TanStack Router's file-based convention ships two forms of route files: eager (billing.tsx) and lazy (billing.lazy.tsx via createLazyFileRoute). The plugin code-splits the lazy form automatically:
// app/routes/billing.lazy.tsx
import { createLazyFileRoute } from "@tanstack/react-router";
export const Route = createLazyFileRoute("/billing")({
component: BillingPage,
});
function BillingPage() {
/* ... */
}This is the idiomatic path for apps that want the framework plugin to do all the splitting work without per-route lazyRouteComponent wrapping.
registerLazy() is the library-level mechanism for plugin-host apps: a module descriptor is deferred behind an import() and only fetched when a navigation hits its basePath. In the TanStack adapter the loaded descriptor contributes a single component rendered at a catch-all under basePath (via TanStack's own lazyRouteComponent) — TanStack Router's route tree is frozen at createRouter time, so a lazy descriptor cannot graft new routes in.
In framework mode the host owns route composition (file-based tree, Start entry, etc.) and there is no parent route for the catch-all to attach to. resolveManifest() therefore rejects registries that have lazy modules, and the two patterns above cover every code-splitting use case.
If you had an app using registerLazy() on resolve() for code splitting, the migration to framework mode is straightforward: register each module eagerly and put lazyRouteComponent(() => import(...)) inside its createRoutes (or move the route to .lazy.tsx in routes/). You get the same splitting, without the runtime-loaded-wrapper machinery.
TanStack Start builds on TanStack Router file-based mode with SSR, server entry files, and server functions. The integration seam the module registry cares about — __root.tsx wrapping and the host-owned createRouter factory — is the same shape as the pure file-based case; Start's extras (server functions, server entry handler) are orthogonal.
In a Start app the root layout renders Start's document scaffolding (<Meta />, <Scripts />, or their current equivalents) alongside <Outlet />. Wrap manifest.Providers around <Outlet /> exactly as in the pure file-based case:
// app/routes/__root.tsx (Start)
import { createRootRoute, Outlet } from "@tanstack/react-router";
import { manifest } from "../registry";
// Document scaffolding — import Start's current head/scripts components per
// the version you're on (e.g. `@tanstack/react-start`):
// import { Meta, Scripts } from "@tanstack/react-start"

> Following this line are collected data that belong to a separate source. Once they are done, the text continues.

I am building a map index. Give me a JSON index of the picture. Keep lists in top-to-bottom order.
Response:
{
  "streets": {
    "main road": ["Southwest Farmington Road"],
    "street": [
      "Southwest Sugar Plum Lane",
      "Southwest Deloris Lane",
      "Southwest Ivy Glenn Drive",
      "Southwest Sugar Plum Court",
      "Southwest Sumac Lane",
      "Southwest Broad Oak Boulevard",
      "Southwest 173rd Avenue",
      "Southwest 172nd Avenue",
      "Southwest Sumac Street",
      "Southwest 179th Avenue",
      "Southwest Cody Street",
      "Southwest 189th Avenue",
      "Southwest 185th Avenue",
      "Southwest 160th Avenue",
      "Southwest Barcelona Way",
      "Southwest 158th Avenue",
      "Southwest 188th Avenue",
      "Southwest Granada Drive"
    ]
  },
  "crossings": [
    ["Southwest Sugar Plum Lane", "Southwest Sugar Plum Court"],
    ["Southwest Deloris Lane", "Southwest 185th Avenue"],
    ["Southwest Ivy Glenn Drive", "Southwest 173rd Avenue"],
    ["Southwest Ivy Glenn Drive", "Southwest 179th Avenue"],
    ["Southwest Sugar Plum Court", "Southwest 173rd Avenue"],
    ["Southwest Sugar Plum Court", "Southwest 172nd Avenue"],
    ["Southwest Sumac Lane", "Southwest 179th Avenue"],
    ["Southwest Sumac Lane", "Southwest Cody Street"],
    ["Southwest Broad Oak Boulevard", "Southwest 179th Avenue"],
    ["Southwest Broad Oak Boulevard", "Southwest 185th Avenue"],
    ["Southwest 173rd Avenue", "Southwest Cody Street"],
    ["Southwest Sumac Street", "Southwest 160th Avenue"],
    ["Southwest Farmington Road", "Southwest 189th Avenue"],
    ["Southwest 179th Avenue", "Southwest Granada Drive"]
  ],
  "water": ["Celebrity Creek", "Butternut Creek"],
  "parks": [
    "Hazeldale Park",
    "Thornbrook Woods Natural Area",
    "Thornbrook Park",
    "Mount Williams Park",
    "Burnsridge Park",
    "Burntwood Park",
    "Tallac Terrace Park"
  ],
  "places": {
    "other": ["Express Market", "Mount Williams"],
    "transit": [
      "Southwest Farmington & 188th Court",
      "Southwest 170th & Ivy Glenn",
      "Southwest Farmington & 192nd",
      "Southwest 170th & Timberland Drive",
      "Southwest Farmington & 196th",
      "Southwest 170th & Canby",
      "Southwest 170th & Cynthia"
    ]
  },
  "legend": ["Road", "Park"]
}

export const Route = createRootRoute({
component: () => (
<html>
<head>{/* <Meta /> */}</head>
<body>
<manifest.Providers>
<Outlet />
</manifest.Providers>
{/* <Scripts /> */}
</body>
</html>
),
});Start's public API (package name and document-scaffolding exports) has moved around the 1.x line — check the Start docs for the version you're on rather than copy-pasting imports. The integration seam for this library is stable:
manifest.Providersaround<Outlet />in the root layout, andmanifestimported from a sharedregistry.ts.
The app/registry.ts file is identical to the non-Start example. The modular-react packages do not touch window, document, localStorage, or any browser-only global at import or resolve time, so importing registry.ts from both the server entry and the client entry is safe. If your own providers include browser-only code, guard those with the same SSR pattern you'd use outside the module system (e.g. useEffect for client-only subscriptions).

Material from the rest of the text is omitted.